-------- Exercise input --------

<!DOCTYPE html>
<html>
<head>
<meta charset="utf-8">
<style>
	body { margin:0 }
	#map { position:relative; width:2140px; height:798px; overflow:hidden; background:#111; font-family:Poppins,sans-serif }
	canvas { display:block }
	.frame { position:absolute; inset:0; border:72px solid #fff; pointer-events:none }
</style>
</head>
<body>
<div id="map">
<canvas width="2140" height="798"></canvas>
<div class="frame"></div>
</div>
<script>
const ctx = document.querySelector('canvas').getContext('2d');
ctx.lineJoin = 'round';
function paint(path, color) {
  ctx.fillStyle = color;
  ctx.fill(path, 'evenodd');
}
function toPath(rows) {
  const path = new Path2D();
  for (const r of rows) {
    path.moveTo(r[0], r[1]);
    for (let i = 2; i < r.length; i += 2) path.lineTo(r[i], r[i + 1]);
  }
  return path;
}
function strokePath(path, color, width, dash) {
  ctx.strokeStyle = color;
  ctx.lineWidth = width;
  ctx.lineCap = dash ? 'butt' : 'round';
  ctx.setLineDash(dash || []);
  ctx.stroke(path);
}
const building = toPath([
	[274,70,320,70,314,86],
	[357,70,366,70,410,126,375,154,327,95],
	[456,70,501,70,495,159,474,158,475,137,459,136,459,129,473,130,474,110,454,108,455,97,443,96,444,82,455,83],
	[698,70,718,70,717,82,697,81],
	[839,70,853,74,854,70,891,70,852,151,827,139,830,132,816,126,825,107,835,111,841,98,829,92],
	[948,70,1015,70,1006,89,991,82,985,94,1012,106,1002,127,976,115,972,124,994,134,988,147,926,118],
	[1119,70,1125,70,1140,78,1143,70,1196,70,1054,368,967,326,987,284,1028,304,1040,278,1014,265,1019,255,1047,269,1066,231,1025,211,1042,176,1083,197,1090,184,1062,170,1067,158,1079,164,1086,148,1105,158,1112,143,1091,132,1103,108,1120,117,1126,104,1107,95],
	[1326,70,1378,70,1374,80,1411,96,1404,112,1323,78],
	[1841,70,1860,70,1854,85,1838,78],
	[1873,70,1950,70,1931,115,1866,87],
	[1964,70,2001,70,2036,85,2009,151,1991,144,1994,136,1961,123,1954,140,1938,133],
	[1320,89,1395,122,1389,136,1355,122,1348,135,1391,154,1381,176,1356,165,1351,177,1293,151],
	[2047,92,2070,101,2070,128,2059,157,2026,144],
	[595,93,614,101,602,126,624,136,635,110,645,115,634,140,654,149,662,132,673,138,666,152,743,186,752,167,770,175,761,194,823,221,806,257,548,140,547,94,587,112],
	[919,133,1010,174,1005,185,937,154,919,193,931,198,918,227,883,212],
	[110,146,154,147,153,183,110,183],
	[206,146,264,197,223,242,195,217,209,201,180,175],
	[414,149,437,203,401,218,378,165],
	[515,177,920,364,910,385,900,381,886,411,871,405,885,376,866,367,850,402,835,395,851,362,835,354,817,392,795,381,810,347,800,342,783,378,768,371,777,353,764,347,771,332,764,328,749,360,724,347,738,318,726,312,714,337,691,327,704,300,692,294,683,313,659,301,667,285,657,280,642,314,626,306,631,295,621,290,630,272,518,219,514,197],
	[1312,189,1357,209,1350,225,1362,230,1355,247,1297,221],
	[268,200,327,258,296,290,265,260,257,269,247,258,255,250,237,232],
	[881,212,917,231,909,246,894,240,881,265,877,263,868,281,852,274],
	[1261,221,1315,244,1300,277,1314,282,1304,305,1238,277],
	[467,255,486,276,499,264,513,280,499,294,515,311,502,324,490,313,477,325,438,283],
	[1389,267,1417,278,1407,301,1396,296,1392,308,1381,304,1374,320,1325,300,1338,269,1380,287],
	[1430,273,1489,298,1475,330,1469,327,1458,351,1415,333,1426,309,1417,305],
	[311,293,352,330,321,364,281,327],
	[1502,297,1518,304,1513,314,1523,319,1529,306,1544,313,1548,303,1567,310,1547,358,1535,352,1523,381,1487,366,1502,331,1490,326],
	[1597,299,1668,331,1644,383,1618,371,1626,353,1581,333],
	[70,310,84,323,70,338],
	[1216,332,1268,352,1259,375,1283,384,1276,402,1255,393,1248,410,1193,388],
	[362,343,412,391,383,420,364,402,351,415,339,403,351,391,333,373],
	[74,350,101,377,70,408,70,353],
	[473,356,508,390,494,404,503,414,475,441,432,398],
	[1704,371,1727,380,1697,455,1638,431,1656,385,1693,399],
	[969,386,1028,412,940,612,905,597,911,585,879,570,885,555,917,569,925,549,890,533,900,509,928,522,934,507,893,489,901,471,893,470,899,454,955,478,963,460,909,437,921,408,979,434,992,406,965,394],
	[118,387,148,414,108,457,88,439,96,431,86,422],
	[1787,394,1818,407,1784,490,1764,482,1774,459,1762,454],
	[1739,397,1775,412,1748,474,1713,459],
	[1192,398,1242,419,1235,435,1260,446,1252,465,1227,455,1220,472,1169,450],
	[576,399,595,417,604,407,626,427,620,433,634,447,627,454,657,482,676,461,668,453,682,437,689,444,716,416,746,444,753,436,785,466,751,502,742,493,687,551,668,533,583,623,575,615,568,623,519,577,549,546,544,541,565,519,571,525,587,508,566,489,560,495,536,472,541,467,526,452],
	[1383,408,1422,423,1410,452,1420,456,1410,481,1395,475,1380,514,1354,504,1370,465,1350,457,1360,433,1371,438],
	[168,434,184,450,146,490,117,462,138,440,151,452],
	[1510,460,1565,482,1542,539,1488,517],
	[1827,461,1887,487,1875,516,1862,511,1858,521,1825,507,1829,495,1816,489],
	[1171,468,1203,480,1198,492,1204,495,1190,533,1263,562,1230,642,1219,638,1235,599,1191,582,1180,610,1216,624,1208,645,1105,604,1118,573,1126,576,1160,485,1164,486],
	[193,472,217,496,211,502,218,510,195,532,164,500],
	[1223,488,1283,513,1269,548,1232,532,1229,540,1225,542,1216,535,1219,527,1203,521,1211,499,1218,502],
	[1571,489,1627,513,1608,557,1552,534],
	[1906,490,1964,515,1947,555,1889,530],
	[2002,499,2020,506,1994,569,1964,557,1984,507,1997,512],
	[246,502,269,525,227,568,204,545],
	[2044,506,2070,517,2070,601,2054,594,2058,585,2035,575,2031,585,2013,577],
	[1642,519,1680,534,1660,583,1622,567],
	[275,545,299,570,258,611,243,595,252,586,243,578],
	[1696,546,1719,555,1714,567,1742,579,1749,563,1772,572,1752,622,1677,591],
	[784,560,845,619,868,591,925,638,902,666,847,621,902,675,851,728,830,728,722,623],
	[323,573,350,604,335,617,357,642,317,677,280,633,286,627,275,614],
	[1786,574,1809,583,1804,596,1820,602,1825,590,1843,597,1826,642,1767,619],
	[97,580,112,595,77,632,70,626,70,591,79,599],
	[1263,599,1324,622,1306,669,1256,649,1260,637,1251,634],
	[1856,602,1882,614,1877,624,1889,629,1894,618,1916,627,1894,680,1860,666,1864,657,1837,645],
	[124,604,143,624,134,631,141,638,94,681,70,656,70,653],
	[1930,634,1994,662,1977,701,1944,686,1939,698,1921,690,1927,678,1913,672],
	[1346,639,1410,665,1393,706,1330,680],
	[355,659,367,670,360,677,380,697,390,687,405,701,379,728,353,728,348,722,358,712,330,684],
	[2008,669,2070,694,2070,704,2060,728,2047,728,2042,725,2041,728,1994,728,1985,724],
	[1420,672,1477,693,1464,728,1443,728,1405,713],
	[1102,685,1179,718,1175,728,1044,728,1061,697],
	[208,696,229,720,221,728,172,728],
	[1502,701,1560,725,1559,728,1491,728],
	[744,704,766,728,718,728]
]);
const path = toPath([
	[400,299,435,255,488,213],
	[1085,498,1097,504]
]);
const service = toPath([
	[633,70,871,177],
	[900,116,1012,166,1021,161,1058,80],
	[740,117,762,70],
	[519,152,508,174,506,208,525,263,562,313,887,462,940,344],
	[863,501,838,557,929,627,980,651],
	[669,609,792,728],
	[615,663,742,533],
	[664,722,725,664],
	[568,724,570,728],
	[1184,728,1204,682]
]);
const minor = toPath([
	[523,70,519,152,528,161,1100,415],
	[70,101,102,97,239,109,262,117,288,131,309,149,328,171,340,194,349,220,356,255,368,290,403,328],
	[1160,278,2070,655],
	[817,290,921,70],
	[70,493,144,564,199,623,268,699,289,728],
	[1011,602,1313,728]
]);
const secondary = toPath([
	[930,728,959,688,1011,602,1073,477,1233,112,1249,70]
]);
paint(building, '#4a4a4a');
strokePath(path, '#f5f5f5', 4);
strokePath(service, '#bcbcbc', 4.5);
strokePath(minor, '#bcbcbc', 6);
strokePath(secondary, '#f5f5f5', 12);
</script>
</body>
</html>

--------

About this exercise =>
Please give back only the lines between the first line of the entries and the line with "path.moveTo(r[0], r[1]);", both ends included, word for word.

Result of the exercise =>
<!DOCTYPE html>
<html>
<head>
<meta charset="utf-8">
<style>
	body { margin:0 }
	#map { position:relative; width:2140px; height:798px; overflow:hidden; background:#111; font-family:Poppins,sans-serif }
	canvas { display:block }
	.frame { position:absolute; inset:0; border:72px solid #fff; pointer-events:none }
</style>
</head>
<body>
<div id="map">
<canvas width="2140" height="798"></canvas>
<div class="frame"></div>
</div>
<script>
const ctx = document.querySelector('canvas').getContext('2d');
ctx.lineJoin = 'round';
function paint(path, color) {
  ctx.fillStyle = color;
  ctx.fill(path, 'evenodd');
}
function toPath(rows) {
  const path = new Path2D();
  for (const r of rows) {
    path.moveTo(r[0], r[1]);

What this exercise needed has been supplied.